UK National Career Advice

How to handle Gaps in your CV


Gaps in employment are not nearly as important as you may think, especially in view of the trend towards more flexible working.

There is no rule that says that you must be in employment constantly throughout your life. You have every right to take a break or do something else.

In a modern CV the emphasis should be more upon your areas of experience and achievements, using the CAREER HISTORY to demonstrate when and where you have had the opportunity to develop those skills.

Many people will advise that you need only include the last ten years of your career, so gaps before that needn’t show on your CV anyway.
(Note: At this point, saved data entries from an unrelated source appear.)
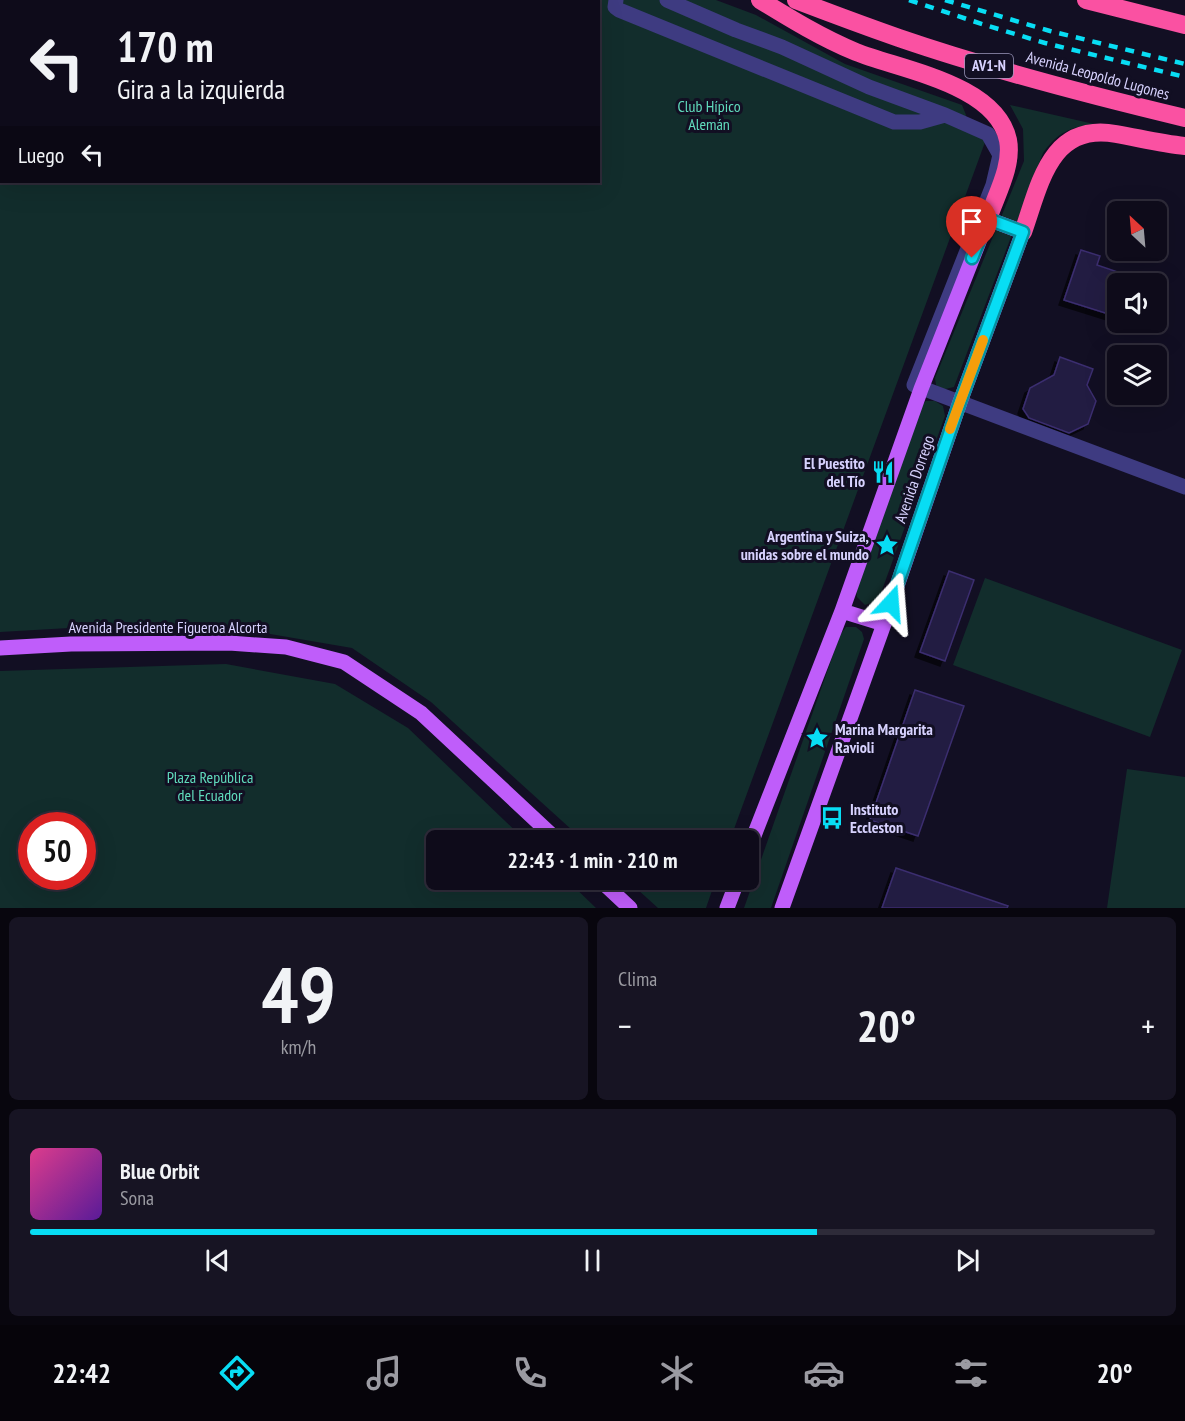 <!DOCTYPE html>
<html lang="es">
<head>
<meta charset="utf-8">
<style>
  body { margin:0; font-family:"PT Sans Narrow",sans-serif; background:#171423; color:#f1f3f6; height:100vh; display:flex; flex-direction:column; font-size:22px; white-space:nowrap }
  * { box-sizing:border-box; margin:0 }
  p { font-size:20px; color:#9b9ba2 }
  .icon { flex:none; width:33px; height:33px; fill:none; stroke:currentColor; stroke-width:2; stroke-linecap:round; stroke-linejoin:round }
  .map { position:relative; height:908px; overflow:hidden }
  .sheet { display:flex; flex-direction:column; gap:9px; padding:9px; background:#08060e; flex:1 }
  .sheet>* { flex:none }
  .hud { position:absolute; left:0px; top:0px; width:600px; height:183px; box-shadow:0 6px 24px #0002,0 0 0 2px #2e2b39; background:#0e0b1a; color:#f1f3f6; overflow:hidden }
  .needle { width:39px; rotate:334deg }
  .buttons { position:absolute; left:1107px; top:201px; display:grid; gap:12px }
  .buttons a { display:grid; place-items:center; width:60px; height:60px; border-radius:9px; background:#0e0b1a; box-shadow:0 6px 24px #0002,0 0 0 2px #2e2b39; font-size:30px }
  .speed { position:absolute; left:18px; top:812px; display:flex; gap:12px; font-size:30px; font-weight:700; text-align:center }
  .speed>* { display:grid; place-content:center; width:78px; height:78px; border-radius:50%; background:#0e0b1a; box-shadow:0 6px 24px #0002,0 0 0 2px #2e2b39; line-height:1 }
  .speed .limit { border:9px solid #d22; background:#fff; color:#111 }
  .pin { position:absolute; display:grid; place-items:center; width:51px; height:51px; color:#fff; margin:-62px -26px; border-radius:50% 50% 50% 0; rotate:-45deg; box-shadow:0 0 6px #0007 }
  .pin .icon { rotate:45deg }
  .me { position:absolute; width:66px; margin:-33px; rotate:19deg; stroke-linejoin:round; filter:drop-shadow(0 0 4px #0008) }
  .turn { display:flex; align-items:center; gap:21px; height:126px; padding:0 18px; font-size:27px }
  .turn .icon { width:78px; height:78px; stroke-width:2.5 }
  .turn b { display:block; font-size:42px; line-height:51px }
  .then { display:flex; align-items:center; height:57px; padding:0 18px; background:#0003; gap:12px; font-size:22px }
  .big { font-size:45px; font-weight:600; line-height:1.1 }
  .sheet .tile { flex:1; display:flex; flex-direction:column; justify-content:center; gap:9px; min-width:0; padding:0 21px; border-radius:9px; background:#171423 }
  .sheet .dial { align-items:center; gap:0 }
  .dial b { font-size:78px; line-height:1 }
  .song { display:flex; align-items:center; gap:18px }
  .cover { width:72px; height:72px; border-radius:9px; background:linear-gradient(135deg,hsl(330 70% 55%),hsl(270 70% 35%)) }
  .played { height:6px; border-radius:3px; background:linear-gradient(90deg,#08ddf4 70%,#2e2b39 70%) }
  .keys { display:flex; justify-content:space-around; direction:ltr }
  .heat { display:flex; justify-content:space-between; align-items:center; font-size:33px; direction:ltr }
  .sheet .tiles { flex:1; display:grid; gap:9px; grid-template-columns:1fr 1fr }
  .tile:last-child { grid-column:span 2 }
  .trip { position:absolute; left:426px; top:830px; width:333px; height:60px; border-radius:9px; background:#0e0b1a; box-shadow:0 6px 24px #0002,0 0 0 2px #2e2b39; font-weight:600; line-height:60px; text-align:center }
  .tabs { display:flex; height:96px; justify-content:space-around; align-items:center; background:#06040a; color:#9b9ba2 }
  .tabs .icon { width:42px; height:42px }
  .tabs .current { color:#08ddf4 }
  .tabs b { font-size:27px; color:#f1f3f6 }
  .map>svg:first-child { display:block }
  .green { fill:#122d2c; fill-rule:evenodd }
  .building { fill:#231b43; stroke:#3b2e6f; stroke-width:1.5; filter:url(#shadow) }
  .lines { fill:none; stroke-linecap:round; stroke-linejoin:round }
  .minor { stroke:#3e3b81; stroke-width:15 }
  .major { stroke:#bf5dfa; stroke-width:15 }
  .highway { stroke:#fa51a2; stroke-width:18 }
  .rail { stroke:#08ddf4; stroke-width:4.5; stroke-dasharray:9 8; stroke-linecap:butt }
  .route-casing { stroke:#05909f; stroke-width:15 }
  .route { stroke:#08ddf4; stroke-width:10 }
  .slow { stroke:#f59e0b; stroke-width:10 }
  .labels { text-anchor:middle; stroke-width:6; stroke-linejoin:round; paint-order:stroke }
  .shield { fill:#120f23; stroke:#9c98bc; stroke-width:1.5 }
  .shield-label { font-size:15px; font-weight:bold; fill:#d7d2fe }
  .street-label { font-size:16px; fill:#d7d2fe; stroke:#120f23 }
  .park-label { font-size:16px; fill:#60dbbc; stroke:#120f23 }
  .poi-label { font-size:16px; font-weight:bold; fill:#d7d2fe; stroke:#120f23; text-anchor:end }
</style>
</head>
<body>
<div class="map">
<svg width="1185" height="908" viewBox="0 0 1185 908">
  <defs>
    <filter id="shadow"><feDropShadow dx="-5" dy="5" stdDeviation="0" flood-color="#0009"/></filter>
  </defs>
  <rect width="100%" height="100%" fill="#120f23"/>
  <path class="green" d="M0,0H716L756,15L845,64L962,105L966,115L962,128L988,134L730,840H583L431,702L352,648L229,627L69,628L0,632ZM2,2H598V182H2Z
    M1010,105L1094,124C1070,127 1057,133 1043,153L954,387L941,390L936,385L935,378L1024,161L1023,129Z
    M926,401H935L943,406L945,416L881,593L874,602L865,605L857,597L856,586L919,408Z
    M985,578L1182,650L1150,737L953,665Z
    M846,627H856L862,632L864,639L771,908H744L840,635Z
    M226,664L335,684L408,728L525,840H436V879H566L596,908H0V671ZM32,825H82V876H32Z
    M1127,769L1185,777V908H1107Z
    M626,879H716L706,908H658Z"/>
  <path class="building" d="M1081,250L1100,256L1097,265L1144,281V284H1118V317L1064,300Z
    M1060,357L1093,369L1087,385L1096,401L1088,424L1069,433L1029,418L1023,409L1030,388L1054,375Z
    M949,571L974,580L945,661L920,652Z
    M915,690L964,706L918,836L870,820Z
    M896,868L1008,906L1007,908H882Z"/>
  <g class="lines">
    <path class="minor" d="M616,0L615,7L619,10L894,122H920L945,115
      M667,0L736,30L782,47L869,87L945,115L988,134L1000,155L993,185L914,385L1185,487"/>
    <path class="major" d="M842,611L884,624
      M0,648L71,644L229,643L286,647L344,662L421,713L557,840
      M748,851L842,611L921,389L988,219L1023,232L960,402L884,624L782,908
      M599,879L630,908
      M727,908L738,879"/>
    <path class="highway" d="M760,0C791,19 822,38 856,52C901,70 996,84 1008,140C1013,166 996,195 988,219
      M796,0C830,13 865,26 899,38C992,70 1089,95 1185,118
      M1086,0L1185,25
      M1023,232C1040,184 1050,122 1116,134C1139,138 1162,144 1185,146"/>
    <path class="rail" d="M909,0L985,25L1045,43L1185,77
      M945,0L1050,31L1185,64"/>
  </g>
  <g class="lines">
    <g class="route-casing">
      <path id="route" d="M891,603L960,402L1023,232L988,219L972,258"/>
    </g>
    <use href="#route" class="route"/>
    <path class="slow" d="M950,429L983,340"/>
  </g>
  <defs>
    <g id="restaurant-bare" transform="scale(1.8)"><path d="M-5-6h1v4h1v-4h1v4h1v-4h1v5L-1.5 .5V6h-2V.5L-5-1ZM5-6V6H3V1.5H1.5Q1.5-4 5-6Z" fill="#08ddf4" stroke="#120f23" stroke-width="2.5" paint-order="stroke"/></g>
    <g id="sight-bare" transform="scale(1.8)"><path d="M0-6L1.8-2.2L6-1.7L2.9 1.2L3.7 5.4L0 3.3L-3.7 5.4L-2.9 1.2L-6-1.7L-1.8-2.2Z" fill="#08ddf4" stroke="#120f23" stroke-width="2.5" paint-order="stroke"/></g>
    <g id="bus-bare" transform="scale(1.8)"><path d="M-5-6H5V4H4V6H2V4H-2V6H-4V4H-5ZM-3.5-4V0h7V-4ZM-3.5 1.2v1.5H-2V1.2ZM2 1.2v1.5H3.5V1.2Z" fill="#08ddf4" stroke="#120f23" stroke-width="2.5" paint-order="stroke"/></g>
  </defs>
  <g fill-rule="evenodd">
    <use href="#restaurant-bare" x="883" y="472"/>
    <use href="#sight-bare" x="887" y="545"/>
    <use href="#sight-bare" x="817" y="738"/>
    <use href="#bus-bare" x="832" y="818"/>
  </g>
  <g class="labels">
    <rect class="shield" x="965" y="54" width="48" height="24" rx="4.5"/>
    <g class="shield-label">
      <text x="989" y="71">AV1-N</text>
    </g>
    <g class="street-label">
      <text transform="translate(1098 75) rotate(15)" y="6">Avenida Leopoldo Lugones</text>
      <text transform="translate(914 479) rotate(-71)" y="6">Avenida Dorrego</text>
      <text x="168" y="633">Avenida Presidente Figueroa Alcorta</text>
    </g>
    <g class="park-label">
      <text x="709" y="112">Club Hípico<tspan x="709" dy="18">Alemán</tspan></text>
      <text x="210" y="783">Plaza República<tspan x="210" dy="18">del Ecuador</tspan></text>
    </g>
    <g class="poi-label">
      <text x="865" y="469">El Puestito<tspan x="865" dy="18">del Tío</tspan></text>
      <text x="869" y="542">Argentina y Suiza,<tspan x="869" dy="18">unidas sobre el mundo</tspan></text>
      <text x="835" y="735" text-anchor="start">Marina Margarita<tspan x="835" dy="18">Ravioli</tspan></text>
      <text x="850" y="815" text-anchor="start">Instituto<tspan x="850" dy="18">Eccleston</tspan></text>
    </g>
  </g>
</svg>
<div class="buttons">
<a><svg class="needle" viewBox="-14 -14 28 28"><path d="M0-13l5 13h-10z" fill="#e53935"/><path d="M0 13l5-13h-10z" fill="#9b9ba2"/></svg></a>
<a><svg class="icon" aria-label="sound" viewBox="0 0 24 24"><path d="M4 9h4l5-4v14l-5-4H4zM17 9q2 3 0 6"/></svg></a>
<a><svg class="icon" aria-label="layers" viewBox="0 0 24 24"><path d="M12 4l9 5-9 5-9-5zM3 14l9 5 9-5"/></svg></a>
</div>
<div class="speed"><div class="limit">50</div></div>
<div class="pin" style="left:972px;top:258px;background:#d93025"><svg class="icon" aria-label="arrive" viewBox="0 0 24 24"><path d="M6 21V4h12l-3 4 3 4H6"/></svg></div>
<svg class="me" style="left:891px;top:603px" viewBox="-20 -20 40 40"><path d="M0-17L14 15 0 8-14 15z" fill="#08ddf4" stroke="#fff" stroke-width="4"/></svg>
<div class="trip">22:43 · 1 min · 210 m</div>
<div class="hud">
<div class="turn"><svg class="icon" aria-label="left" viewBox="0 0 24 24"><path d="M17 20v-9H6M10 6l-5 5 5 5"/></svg><div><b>170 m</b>Gira a la izquierda</div></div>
<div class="then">Luego<svg class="icon" aria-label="left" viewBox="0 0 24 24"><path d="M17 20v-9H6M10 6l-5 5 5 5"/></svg></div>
</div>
</div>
<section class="sheet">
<div class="tiles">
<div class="tile dial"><b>49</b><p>km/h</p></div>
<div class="tile"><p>Clima</p>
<div class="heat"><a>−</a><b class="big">20°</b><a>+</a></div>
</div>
<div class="tile">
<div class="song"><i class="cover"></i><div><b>Blue Orbit</b><p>Sona</p></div></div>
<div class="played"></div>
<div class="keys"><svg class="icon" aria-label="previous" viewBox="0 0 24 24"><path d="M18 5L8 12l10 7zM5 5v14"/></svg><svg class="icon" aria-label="pause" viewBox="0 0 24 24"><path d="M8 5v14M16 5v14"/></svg><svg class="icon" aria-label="next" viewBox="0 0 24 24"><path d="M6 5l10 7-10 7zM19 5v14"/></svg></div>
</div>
</div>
</section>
<nav class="tabs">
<b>22:42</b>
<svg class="icon current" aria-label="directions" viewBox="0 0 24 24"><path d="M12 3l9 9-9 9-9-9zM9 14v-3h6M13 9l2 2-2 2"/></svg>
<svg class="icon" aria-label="music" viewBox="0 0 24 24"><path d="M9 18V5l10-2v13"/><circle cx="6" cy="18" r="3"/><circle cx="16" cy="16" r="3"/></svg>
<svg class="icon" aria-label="phone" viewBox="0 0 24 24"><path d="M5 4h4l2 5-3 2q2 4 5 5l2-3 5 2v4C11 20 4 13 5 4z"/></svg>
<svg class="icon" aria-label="climate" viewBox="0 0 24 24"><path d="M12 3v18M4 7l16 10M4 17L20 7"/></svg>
<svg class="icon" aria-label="car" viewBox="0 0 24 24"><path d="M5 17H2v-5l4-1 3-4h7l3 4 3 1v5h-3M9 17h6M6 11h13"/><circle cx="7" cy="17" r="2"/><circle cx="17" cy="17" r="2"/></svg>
<svg class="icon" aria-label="filters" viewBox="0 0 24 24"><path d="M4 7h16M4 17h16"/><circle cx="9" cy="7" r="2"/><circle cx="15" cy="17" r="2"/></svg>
<b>20°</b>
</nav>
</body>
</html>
In this case, the section should be entitled RECENT CAREER HISTORY. If you decide on this course then factors to be considered will, of course, include the length of your career and how relevant the skills gained in a particular job may be to the current application.

I would still advise that your career history should be shown in reverse chronological order, but it is not necessary to put the dates in full, only the years. This means that short breaks won’t show anyway.

Be Honest About Your Work History

Where you have longer gaps, simply include the dates but put in a brief reason for the gap. Obviously, your CV needs to be scrupulously honest, as you would have to undergo employment verification and work history background checks (more information about this process can be found online) before joining any company. But there are ways of slanting the information to give the best possible impression. For example, if you are unemployed for a longer period you would be well advised to sign up for some relevant courses. That would mean you could put a Career break including further professional development.

Unless you have something to hide, there is nothing to be ashamed of in having gaps in your employment. The best policy is, to tell the truth about the reasons.